The nature of the expunction statute is remedial, and it should be liberally construed. State v. Arellano, 801 S.W.2d 128, 130 (Tex. App.--San Antonio 1990, no writ). N. R. G. is entitled to expunction if he satisfies all the statutory conditions. See Harris County Dist. Atty's Office v. D.W.B., 860 S.W.2d 719, 721 (Tex. App.--Houston [1st Dist.] 1993, no writ). We will affirm the judgment of the trial court if it can be upheld on any reasonable theory supported by the evidence. Harris County Dist. Atty's Office v. Burns, 825 S.W.2d 198, 200 (Tex. App.--Houston [14th Dist.] 1992, writ denied). We consider only the evidence most favorable to the judgment, and will affirm the judgment if there is some evidence to support it. State v. Knight, 813 S.W.2d 210, 211 (Tex. App.--Houston [14th Dist.] 1991, no writ).
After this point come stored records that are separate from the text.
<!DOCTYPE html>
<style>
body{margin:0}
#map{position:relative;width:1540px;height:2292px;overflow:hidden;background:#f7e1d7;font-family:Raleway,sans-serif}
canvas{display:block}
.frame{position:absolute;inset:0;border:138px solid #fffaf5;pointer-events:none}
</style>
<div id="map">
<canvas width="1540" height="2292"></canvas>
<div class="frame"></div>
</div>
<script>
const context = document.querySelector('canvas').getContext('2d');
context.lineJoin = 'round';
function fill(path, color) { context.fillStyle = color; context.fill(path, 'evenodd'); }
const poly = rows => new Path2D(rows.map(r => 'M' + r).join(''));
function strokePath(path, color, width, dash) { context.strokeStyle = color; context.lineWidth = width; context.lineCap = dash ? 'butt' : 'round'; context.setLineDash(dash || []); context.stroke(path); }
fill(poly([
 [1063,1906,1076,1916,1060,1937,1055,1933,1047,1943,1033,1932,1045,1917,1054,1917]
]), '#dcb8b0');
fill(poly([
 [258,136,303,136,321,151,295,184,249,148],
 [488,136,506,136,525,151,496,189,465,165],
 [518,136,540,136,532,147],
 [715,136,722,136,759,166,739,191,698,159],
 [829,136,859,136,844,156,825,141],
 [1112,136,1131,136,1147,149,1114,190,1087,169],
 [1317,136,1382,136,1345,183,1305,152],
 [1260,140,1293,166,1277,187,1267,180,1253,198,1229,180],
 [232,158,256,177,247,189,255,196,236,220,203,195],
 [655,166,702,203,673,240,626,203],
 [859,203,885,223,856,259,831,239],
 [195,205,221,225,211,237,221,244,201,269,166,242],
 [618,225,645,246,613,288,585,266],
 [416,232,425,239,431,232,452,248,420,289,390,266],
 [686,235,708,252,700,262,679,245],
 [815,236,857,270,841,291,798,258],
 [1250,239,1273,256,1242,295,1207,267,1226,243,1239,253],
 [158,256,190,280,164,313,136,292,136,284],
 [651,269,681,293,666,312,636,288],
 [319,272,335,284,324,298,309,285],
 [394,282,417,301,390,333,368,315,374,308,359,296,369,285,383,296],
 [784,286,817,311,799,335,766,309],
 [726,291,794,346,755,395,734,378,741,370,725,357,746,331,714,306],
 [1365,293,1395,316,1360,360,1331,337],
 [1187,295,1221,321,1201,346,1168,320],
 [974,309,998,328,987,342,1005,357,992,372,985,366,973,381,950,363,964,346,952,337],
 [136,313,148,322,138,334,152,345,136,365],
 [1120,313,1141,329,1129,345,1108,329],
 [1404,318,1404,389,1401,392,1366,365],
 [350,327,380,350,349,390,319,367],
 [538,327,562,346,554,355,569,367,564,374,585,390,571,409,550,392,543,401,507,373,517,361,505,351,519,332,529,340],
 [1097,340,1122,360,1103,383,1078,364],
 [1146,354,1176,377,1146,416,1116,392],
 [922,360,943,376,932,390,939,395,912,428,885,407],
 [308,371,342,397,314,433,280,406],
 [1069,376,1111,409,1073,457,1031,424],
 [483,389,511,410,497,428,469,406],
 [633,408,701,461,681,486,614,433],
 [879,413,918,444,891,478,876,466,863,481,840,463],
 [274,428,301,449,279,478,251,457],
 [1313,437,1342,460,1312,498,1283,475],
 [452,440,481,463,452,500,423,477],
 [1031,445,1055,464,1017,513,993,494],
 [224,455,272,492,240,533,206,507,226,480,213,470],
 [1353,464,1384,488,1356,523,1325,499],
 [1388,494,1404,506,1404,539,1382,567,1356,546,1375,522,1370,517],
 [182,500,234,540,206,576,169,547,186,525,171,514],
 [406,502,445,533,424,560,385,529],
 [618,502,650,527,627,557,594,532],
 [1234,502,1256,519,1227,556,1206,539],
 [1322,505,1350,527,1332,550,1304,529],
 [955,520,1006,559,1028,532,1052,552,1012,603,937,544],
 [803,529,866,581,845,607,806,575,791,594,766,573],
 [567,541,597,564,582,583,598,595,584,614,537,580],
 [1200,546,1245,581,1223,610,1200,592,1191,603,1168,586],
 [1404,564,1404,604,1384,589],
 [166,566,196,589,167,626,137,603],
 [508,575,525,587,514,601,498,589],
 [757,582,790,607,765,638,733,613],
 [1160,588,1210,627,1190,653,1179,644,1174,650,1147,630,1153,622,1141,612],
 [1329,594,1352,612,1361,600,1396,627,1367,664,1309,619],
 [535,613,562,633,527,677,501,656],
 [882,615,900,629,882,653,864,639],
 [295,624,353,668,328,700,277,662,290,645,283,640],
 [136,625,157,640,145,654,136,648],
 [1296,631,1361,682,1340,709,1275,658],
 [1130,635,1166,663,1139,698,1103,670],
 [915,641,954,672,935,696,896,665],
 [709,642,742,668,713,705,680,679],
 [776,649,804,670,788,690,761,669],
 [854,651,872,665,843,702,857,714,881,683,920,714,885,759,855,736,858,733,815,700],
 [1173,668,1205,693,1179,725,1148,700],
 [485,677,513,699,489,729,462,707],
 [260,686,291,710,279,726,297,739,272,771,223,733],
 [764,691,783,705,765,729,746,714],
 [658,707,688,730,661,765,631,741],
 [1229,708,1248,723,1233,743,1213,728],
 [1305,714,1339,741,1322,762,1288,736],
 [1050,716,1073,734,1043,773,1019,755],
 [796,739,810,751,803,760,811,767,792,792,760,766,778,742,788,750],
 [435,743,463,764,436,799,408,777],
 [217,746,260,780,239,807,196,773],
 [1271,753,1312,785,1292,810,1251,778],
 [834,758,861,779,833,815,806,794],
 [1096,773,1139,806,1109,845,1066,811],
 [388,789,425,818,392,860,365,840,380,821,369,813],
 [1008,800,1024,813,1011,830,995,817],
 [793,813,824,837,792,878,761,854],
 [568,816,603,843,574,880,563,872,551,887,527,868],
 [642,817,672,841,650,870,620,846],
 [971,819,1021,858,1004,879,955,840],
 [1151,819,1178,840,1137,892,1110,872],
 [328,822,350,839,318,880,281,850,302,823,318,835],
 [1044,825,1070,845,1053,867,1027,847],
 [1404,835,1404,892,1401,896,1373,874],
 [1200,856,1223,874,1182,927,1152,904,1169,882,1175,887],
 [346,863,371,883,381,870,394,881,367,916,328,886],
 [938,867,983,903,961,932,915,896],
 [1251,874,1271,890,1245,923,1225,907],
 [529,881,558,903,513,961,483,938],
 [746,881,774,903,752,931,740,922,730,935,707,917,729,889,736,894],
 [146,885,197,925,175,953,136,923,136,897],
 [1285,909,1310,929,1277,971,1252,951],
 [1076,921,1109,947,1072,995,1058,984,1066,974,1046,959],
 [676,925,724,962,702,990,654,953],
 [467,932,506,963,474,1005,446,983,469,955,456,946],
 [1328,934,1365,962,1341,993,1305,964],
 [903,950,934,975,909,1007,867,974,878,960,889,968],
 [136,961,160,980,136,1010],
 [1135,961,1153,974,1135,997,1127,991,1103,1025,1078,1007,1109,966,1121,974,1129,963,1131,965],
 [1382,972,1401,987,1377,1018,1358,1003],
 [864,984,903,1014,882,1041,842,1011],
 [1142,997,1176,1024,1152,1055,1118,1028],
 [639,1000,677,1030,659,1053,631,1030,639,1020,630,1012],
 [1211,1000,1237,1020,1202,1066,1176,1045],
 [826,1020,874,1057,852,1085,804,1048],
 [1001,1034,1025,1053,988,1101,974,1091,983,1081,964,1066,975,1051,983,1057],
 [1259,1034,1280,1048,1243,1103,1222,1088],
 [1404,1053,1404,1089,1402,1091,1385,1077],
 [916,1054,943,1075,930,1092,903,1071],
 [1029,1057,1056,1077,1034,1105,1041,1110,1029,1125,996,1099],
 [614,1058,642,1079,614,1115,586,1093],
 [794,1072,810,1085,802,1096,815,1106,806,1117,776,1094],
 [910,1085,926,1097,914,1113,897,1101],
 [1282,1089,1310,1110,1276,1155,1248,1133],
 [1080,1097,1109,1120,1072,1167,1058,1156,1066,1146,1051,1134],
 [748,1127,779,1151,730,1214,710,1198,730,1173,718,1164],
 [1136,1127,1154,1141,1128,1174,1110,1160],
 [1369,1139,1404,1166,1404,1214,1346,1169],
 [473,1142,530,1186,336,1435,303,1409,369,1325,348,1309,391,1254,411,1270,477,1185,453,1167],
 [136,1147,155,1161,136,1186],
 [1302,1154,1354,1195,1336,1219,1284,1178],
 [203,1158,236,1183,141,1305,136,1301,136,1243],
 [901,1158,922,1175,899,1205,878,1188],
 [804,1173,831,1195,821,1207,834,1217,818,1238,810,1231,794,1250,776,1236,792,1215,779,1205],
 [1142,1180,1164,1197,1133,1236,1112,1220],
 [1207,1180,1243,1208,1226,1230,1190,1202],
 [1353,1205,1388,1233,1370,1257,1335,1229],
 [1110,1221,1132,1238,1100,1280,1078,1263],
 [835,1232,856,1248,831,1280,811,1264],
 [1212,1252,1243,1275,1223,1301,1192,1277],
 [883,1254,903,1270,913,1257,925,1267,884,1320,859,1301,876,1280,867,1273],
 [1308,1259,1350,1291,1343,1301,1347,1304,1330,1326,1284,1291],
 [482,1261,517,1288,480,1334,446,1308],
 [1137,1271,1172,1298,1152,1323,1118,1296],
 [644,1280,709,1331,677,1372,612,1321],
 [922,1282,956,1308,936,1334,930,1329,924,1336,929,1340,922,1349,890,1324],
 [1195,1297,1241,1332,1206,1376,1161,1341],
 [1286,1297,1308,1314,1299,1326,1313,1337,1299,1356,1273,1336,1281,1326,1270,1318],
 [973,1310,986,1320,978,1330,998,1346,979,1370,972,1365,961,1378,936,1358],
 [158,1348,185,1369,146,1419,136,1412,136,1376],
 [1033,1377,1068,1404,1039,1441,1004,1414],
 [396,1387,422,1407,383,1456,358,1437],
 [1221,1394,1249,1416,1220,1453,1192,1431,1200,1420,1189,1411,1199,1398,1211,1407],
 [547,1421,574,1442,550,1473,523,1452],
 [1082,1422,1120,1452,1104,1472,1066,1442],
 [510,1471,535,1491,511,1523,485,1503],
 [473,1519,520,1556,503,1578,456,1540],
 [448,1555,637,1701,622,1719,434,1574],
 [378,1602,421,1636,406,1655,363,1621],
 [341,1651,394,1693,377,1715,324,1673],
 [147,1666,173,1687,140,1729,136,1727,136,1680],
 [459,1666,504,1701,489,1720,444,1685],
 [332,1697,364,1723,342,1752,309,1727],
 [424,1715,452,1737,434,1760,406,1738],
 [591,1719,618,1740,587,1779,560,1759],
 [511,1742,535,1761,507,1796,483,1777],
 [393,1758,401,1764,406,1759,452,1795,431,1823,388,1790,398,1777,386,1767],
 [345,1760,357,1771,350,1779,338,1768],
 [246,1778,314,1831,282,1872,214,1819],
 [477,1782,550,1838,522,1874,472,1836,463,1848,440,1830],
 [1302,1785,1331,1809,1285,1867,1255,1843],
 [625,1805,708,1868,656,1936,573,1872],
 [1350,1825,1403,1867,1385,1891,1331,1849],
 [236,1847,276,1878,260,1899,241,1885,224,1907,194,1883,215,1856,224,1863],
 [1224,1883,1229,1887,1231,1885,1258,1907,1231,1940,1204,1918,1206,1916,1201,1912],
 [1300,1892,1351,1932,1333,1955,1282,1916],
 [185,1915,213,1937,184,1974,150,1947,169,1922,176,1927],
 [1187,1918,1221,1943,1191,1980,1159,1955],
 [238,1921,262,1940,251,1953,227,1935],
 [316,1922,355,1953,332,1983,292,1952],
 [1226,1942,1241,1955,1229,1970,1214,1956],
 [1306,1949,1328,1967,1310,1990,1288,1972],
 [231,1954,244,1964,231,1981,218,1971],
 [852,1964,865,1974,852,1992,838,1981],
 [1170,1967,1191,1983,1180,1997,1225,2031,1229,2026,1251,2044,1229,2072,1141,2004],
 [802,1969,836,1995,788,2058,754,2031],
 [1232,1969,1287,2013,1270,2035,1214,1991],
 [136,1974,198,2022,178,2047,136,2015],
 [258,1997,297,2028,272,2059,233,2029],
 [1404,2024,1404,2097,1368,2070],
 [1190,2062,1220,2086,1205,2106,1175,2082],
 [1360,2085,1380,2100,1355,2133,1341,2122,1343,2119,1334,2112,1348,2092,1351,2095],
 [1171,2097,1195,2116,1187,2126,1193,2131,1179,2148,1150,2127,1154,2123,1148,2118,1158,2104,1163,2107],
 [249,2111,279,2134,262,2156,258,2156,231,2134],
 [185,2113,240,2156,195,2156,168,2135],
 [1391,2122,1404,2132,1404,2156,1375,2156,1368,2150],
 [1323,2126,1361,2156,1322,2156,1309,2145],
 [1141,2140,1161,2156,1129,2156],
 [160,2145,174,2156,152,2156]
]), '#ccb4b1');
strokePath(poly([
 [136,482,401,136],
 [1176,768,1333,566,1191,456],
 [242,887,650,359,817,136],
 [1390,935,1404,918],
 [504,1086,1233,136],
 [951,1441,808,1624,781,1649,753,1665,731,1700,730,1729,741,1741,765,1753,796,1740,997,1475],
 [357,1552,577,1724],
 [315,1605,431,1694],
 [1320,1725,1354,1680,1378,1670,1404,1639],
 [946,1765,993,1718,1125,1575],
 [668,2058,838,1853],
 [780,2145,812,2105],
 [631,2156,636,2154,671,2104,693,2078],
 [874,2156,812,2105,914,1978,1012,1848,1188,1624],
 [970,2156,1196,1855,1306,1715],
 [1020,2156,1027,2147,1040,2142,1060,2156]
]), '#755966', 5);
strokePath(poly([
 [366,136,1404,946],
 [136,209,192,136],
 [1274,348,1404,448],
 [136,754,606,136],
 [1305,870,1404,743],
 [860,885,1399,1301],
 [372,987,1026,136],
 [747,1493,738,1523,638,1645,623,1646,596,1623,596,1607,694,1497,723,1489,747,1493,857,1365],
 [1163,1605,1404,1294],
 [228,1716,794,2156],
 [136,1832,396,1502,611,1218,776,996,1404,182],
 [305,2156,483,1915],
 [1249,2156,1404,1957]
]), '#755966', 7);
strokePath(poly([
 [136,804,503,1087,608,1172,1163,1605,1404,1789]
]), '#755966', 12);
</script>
A defendant is entitled to the expunction of all records relating to an arrest where the following conditions exist:



(A) an indictment or information charging him with commission of a felony has not been presented against him for an offense arising out of the transaction for which he was arrested or, if an indictment or information charging him with commission of a felony was presented, it has been dismissed and the court finds that it was dismissed because the presentment had been made because of mistake, false information, or other similar reason indicating absence of probable cause at the time of the dismissal to believe the person committed the offense or because it was void;



(B) he has been released and the charge, if any, has not resulted in a final conviction and is no longer pending and there was no court ordered probation under Article 42.12, Code of Criminal Procedure, nor a conditional discharge under Section 481.109, Health and Safety Code; and



(C) he has not been convicted of a felony in the five years preceding the date of the arrest.



Tex. Code Crim. Proc. Ann. art. 55.01(a)(2) (West Supp.